Dois vizinhos moravam lado a lado. O primeiro decidiu presentear seus filhos com um coelhinho. Não demorou para que as crianças do outro vizinho também pedissem um animalzinho. O pai atendeu ao pedido e comprou um pastor alemão. Numa conversa entre eles, surgiu a preocupação:
“Mas ele vai comer o meu coelho!”, disse o dono do coelho.
“De jeito nenhum! O meu pastor ainda é filhote. Eles vão crescer juntos, criar amizade. Não tem problema, eu entendo de bichos”, respondeu o dono do cachorro.
E assim foi. O cachorro e o coelho cresceram juntos e realmente se tornaram amigos. Era comum ver os dois brincando nos quintais, um no espaço do outro, e as crianças adoravam essa amizade inusitada.
Num final de semana, o dono do coelho foi com a família para a praia, deixando o coelhinho sozinho em casa. Tudo parecia tranquilo até que, no domingo à tarde, enquanto a família do dono do cachorro tomava um lanche, o pastor alemão entrou na cozinha. Para choque de todos, trazia o coelho entre os dentes, sujo de terra, todo arrebentado e, sem dúvida, morto.
O pânico foi imediato. “O vizinho estava certo! O cachorro matou o coelho!”, pensaram. O cachorro levou bronca, foi escorraçado, e todos estavam em desespero. O que fariam quando o vizinho chegasse? Como explicar isso às crianças?
Depois de muitas ideias, alguém sugeriu uma solução “genial”: dar um banho no coelho morto, limpá-lo, secá-lo com o secador e colocá-lo de volta na casinha dele, como se nada tivesse acontecido. E assim fizeram. O coelhinho, agora limpo e perfumado, foi cuidadosamente colocado no quintal, como se estivesse apenas descansando.
Umas três horas depois eles ouvem a vizinhança chegar. Notam o alarido e os gritos das crianças. Descobriram !

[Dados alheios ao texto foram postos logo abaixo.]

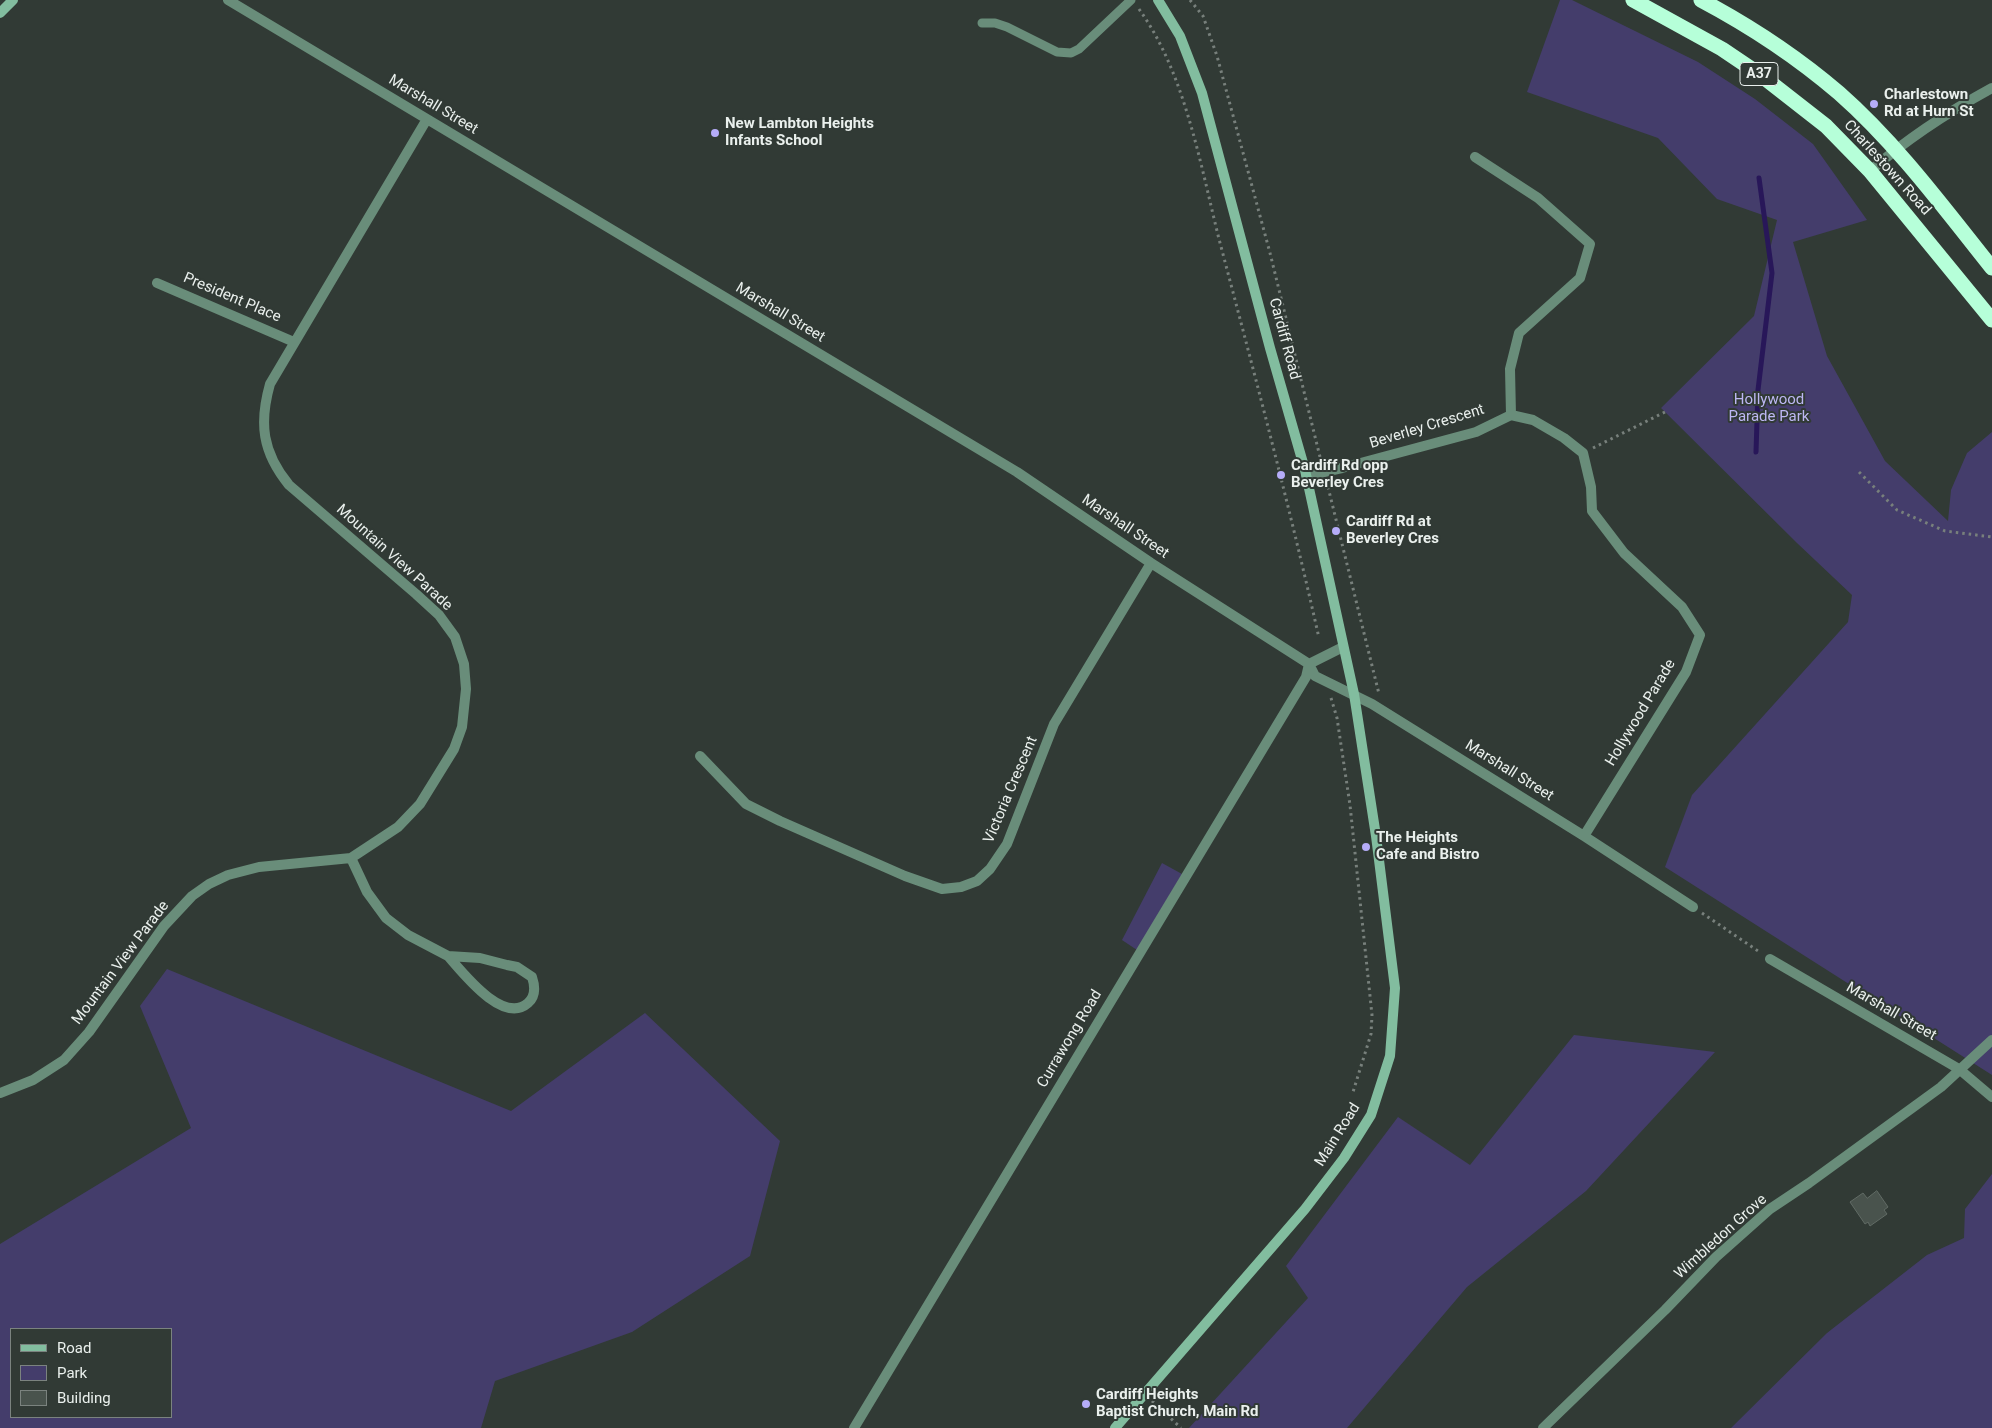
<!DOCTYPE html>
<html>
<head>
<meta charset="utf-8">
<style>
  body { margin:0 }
  #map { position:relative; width:1992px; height:1428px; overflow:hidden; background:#313a35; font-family:Roboto,sans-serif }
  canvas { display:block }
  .legend { position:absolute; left:10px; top:1328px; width:162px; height:90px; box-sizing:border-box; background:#313a35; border:1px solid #7b837f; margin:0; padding:6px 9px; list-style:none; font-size:15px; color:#eaf0ed }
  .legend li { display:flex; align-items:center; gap:10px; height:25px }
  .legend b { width:25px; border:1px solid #7b837f }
</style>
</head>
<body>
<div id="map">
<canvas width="1992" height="1428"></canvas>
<ul class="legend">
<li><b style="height:6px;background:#82bd9f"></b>Road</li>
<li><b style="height:14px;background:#443d6b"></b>Park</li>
<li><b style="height:14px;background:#49534d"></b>Building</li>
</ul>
</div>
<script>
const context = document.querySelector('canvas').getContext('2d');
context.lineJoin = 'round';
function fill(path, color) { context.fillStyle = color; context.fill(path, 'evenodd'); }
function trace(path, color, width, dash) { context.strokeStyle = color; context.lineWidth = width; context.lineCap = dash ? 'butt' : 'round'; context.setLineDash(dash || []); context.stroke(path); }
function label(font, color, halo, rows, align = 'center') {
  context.font = font + ' Roboto,sans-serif'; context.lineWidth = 4; context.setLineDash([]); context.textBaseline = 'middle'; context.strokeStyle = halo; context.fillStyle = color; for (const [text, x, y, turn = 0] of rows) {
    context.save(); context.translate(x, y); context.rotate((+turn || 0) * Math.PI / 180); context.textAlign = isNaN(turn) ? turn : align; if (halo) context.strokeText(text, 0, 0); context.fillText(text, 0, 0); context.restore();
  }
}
const green = new Path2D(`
  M 1560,0 L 1572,0 L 1698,62 L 1755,99 L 1813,144 L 1867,220 L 1793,242 L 1827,356 L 1885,461 L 1948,521 L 1951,490 L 1967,453 L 1992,432 L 1992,1075 L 1665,867 L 1692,795 L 1848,622 L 1852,595 L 1797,543 L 1661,408 L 1754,316 L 1777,220 L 1717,199 L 1658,138 L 1527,92 Z
  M 1162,863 L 1182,874 L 1137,950 L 1122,940 Z
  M 167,969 L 511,1111 L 645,1013 L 780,1141 L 750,1256 L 632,1332 L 495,1381 L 481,1428 L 0,1428 L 0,1244 L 191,1128 L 140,1006 ZM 11,1329 L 171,1329 L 171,1417 L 11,1417 Z
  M 1574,1035 L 1715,1052 L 1586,1191 L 1467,1287 L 1347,1428 L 1189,1428 L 1308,1298 L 1286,1266 L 1398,1117 L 1470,1165 Z
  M 1992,1174 L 1992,1428 L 1731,1428 L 1827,1333 L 1927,1255 L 1964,1238 L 1965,1209 Z`);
const stream = new Path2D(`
  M 1756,452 L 1758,390 L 1772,273 L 1759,178`);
const building = new Path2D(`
  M 1877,1191 L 1888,1207 L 1884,1210 L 1887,1214 L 1870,1226 L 1868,1222 L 1865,1224 L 1850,1202 L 1863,1193 L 1867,1198 Z`);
const path = new Path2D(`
  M 1190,0 L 1203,16 L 1217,56 L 1270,253 L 1320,457
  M 1139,9 C 1185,73 1200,163 1219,239 C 1254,372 1289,504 1319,638
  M 1593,448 L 1665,412
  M 1859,472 L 1897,510 L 1945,531 L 1992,537
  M 1328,487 L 1379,694
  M 1331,698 L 1337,718 L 1350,805 L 1372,1015 L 1371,1034 L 1353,1092
  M 1702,913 L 1761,953
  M 1152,1401 L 1181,1428`);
const lane = new Path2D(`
  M 982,23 L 995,23 L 1007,27 L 1057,52 L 1071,53 L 1079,49 L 1131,0`);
const street = new Path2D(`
  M 228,0 L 1017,472 L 1151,563 L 1309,664 L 1315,676 L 1372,704 L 1584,836 L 1693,907
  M 1870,171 C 1907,139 1948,112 1992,88
  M 157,283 L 294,342
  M 1511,415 L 1533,420 L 1564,438 L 1583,453 L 1591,487 L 1592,511 L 1624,553 L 1682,607 L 1700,635 L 1686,672 L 1584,836
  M 1306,476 L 1342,468 L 1476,432 L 1511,415 L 1510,369 L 1519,333 L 1580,278 L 1590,244 L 1538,198 L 1475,157
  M 700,756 L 746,804 L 780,821 L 905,876 L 942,889 L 961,887 L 977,881 L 990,869 L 1007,844 L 1054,724 L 1151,563
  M 351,858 L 367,892 L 386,918 L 408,935 L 448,956 L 480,958 L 507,965 L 517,967 L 532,977 C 535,986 536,996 528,1003 C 503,1025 463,973 448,956
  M 1770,959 L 1959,1069 L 1992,1097
  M 0,1093 L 33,1080 L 64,1060 L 89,1032 L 164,926 L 192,896 L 209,884 L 228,875 L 259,867 L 351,858 L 398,827 L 420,804 L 454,749 L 462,727 L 466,689 L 464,664 L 455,637 L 439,615 L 416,594 L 289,485 C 262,452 259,423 270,384 L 427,119
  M 854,1428 L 1306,677 L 1309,664 L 1343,647
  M 1543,1428 L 1665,1310 L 1716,1257 L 1770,1209 L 1809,1183 L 1941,1087 L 1992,1040`);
const secondary = new Path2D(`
  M 0,13 L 13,0
  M 1115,1428 L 1305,1209 L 1344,1158 L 1371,1115 L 1390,1056 L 1395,988 L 1376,836 L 1354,694 L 1305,470 L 1270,348 L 1202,93 L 1180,36 L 1158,0`);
const highway = new Path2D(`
  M 1633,0 L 1722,49 L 1762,76 L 1826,126 L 1870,171 L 1992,320
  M 1701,0 C 1750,26 1797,57 1839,93 C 1897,144 1944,208 1992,268`);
const markers = [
  [1874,104,5,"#b5acf8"],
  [715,133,5,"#b5acf8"],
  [1281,475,5,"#b5acf8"],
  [1336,531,5,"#b5acf8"],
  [1366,847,5,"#b5acf8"],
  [1086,1404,5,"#b5acf8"]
];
const shields = [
  [1759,74,38]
];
const shieldNames = [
  ["A37",1759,74]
];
const poiNames = [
  ["Charlestown",1884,95],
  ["Rd at Hurn St",1884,112],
  ["New Lambton Heights",725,124],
  ["Infants School",725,141],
  ["Cardiff Rd opp",1291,466],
  ["Beverley Cres",1291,483],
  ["Cardiff Rd at",1346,522],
  ["Beverley Cres",1346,539],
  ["The Heights",1376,838],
  ["Cafe and Bistro",1376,855],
  ["Cardiff Heights",1096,1395],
  ["Baptist Church, Main Rd",1096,1412]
];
const streetNames = [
  ["Marshall Street",433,105,31],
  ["Charlestown Road",1887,168,48],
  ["President Place",232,298,23],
  ["Marshall Street",780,313,31],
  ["Cardiff Road",1284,339,75],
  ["Beverley Crescent",1427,427,-17],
  ["Marshall Street",1125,527,34],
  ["Mountain View Parade",394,558,42],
  ["Hollywood Parade",1641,713,-59],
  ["Marshall Street",1509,771,32],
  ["Victoria Crescent",1011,790,-67],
  ["Mountain View Parade",121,963,-53],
  ["Marshall Street",1891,1012,30],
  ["Currawong Road",1070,1039,-59],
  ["Main Road",1338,1135,-58],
  ["Wimbledon Grove",1721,1237,-42]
];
const parkNames = [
  ["Hollywood",1769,400],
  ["Parade Park",1769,417]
];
fill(green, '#443d6b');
trace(stream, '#281759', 5);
fill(building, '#49534d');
trace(building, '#616b65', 1);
trace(path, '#78807c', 3, [2.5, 4]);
trace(lane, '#698d7a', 9);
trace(street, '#698d7a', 10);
trace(secondary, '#82bd9f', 10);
trace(highway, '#b6ffd9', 15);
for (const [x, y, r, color] of markers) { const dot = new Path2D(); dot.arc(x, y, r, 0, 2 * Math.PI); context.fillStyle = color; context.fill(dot); trace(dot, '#313a35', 2); }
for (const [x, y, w] of shields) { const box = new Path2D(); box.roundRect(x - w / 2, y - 11.5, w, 23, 4); context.fillStyle = '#313a35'; context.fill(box); trace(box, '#eaf0ed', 1); }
label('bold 14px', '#eaf0ed', null, shieldNames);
label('bold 15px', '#eaf0ed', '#313a35', poiNames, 'left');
label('15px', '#eaf0ed', '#313a35', streetNames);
label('15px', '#bdb7f3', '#313a35', parkNames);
</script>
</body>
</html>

Não deram cinco minutos e o dono do coelho veio bater à porta.
Branco, lívido, assustado. Parecia que tinha visto um fantasma.
– O que foi ? Que cara é essa ?
– O coelho… O coelho…
– O que tem o coelho ?
– Morreu !
– Morreu – indagam todos. Ainda hoje à tarde parecia tão bem…
– Não… morreu na Sexta-feira!
– Na Sexta?
– Foi. Antes de a gente viajar as crianças enterraram-no no fundo do quintal.
Bem… a história termina aqui. O que aconteceu depois não importa. Mas o personagem que mais cativa nesta história toda, o protagonista da história, é o cachorro.
Imagine o pobre do cachorro que, desde sexta-feira, procurava em vão pelo amigo de infância, o coelho.
Depois de muito farejar descobre o corpo, morto, enterrado. O que faz ele?
Provavelmente com o coração partido, desenterra o pobrezinho e vai mostrar para os seus donos. Provavelmente estivesse até chorando, quando começou a levar pancada de tudo quanto é lado.
O cachorro é o herói. O bandido é o dono do cachorro. O ser humano. Sim, nós mesmos, que não pensamos duas vezes. Para nós o cachorro é o irracional, o assassino confesso.
E o homem continua achando que um banho, um secador de cabelos e um perfume disfarçam a hipocrisia, o animal desconfiado que tem dentro de nós.
Julgamos os outros pela aparência, mesmo que tenhamos que deixar esta aparência como melhor nos convier. Maquiada.
Coitado do cachorro. Coitado do dono do cachorro. Coitado de nós, animais racionais.